The next year brought another miscarriage and then a full term second pregnancy, along with the preschool's advice that I talk to my pediatrician about my son's attention span. Pretty soon, books and pamphlets about ADHD fell into the basket, bits of research based statistics about the brain chemistry that was powering every member of my family. I put the book titled The Gift of ADHD on top, hoping that my husband would be more accepting of “our” diagnosis after understanding the positive side of the coin.  But, little surprise, he never touched them, and I, too, soon grew bored of the capital letters and jargon, pulling the poetry books back to the front of the line. My son continued to make huge messes by the hour, and I continued to fluctuate between ignoring them and getting mad, trying to compromise within the polar caps of chaos and OCD, otherwise known as our lives.

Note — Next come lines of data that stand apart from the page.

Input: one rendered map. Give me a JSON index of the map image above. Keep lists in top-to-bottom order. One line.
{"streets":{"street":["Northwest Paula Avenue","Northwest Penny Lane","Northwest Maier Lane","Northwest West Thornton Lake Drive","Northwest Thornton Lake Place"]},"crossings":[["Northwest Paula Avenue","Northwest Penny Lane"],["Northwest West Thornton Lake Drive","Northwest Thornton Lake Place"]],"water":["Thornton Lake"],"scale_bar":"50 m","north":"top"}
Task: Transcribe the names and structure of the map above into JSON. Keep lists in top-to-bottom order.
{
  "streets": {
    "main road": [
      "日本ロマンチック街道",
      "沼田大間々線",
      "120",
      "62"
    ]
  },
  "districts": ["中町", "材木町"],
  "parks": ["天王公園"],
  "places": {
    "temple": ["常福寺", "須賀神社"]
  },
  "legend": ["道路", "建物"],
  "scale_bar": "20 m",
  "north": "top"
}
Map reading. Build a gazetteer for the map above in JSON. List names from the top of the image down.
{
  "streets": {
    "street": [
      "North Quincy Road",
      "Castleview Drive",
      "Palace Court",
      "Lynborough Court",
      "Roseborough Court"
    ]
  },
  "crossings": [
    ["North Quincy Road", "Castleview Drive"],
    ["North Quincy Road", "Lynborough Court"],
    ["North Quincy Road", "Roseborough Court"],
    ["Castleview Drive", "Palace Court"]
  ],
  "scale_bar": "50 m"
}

The pregnancy baby books were left in the back of the basket this time around, without any visible confirmation of passed milestones. Even my daughter's arrival was not systematically previewed or calculated, as my water broke at 3 o'clock in the morning, two weeks earlier than expected. A second caesarian section brought her breeched head into the world, amidst the screams of my exhausted son, whom we could hear in the hospital lobby yelling, “It's too dark out for mom to have her baby!”  The literature that the hospital sent home never even made it into the basket. It ended up somewhere, maybe in the back of her closet, or maybe in the trashcan, along with the weeks of dirty diapers that took over my existence. Her baby book was temporarily placed in the basket, more as a reminder for me to start working on it, as opposed to an actual place of productivity. A couple congratulations cards also found their way into the lot, though I decided to chuck them out after a few months, which caused a minute of guilt since I had saved every piece of paper or lost hair that belonged to my son during his first year. The basket was getting too full by that point, and it didn't really look like a literature retreat. It was overloaded and underused. In fact, come to think of it, I am pretty sure I was the only one who ever actually read anything from the basket. My kids climbed on it, my husband ignored it, and I felt the weight of my creativity caught in the tangles of the books' aging pages. Pretty soon, I stopped adding to the arrangement of literary delights.

Finally, when my son was 6 years old and my daughter was 2 years old, my first poetry chapbook was published. It's about my lineage on my father's side, their Appalachian coal mining roots, and people who embrace story and family over logic and order. It's about finding the beauty underneath the hard and unforgiving surface of the earth. I brought in several copies for my son's pediatrician and his staff (who are now like a second family to us considering the hours that we spend in the office for my son's constant injuries and medication monitoring). One of the nurses, whose son is very similar to my own, told me how much she enjoyed it the last time we were in for a check-up. “I put it in my bathroom,” she said, “so everyone can read it.”